[Prompt] From the first line to the last, print the data exactly as written.

[Items from a data source]
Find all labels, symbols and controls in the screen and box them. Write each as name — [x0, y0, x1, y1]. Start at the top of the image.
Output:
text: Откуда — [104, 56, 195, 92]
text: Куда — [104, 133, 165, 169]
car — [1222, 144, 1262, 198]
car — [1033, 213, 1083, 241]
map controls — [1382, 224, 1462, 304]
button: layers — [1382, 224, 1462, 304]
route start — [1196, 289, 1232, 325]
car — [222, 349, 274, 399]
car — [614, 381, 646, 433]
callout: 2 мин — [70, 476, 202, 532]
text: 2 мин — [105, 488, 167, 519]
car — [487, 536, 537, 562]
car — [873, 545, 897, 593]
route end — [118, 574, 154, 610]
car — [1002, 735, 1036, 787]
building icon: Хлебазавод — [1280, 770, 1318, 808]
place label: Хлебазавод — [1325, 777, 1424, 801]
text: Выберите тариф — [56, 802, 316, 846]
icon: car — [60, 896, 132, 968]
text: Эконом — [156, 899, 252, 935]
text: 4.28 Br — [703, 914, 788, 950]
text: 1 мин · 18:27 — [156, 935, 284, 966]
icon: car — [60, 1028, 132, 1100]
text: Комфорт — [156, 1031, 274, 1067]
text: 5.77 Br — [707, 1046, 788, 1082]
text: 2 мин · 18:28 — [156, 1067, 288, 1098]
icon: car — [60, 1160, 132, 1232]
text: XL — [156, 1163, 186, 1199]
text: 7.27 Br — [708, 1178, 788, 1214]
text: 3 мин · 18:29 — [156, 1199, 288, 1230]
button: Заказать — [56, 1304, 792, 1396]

[Exercise answer]
Find all labels, symbols and controls in the screen and box them. Write each as name — [x0, y0, x1, y1]. Start at the top of the image.
Output:
text: Откуда — [104, 56, 195, 92]
text: Куда — [104, 133, 165, 169]
car — [1222, 144, 1262, 198]
car — [1033, 213, 1083, 241]
map controls — [1382, 224, 1462, 304]
button: layers — [1382, 224, 1462, 304]
route start — [1196, 289, 1232, 325]
car — [222, 349, 274, 399]
car — [614, 381, 646, 433]
callout: 2 мин — [70, 476, 202, 532]
text: 2 мин — [105, 488, 167, 519]
car — [487, 536, 537, 562]
car — [873, 545, 897, 593]
route end — [118, 574, 154, 610]
car — [1002, 735, 1036, 787]
building icon: Хлебазавод — [1280, 770, 1318, 808]
place label: Хлебазавод — [1325, 777, 1424, 801]
text: Выберите тариф — [56, 802, 316, 846]
icon: car — [60, 896, 132, 968]
text: Эконом — [156, 899, 252, 935]
text: 4.28 Br — [703, 914, 788, 950]
text: 1 мин · 18:27 — [156, 935, 284, 966]
icon: car — [60, 1028, 132, 1100]
text: Комфорт — [156, 1031, 274, 1067]
text: 5.77 Br — [707, 1046, 788, 1082]
text: 2 мин · 18:28 — [156, 1067, 288, 1098]
icon: car — [60, 1160, 132, 1232]
text: XL — [156, 1163, 186, 1199]
text: 7.27 Br — [708, 1178, 788, 1214]
text: 3 мин · 18:29 — [156, 1199, 288, 1230]
button: Заказать — [56, 1304, 792, 1396]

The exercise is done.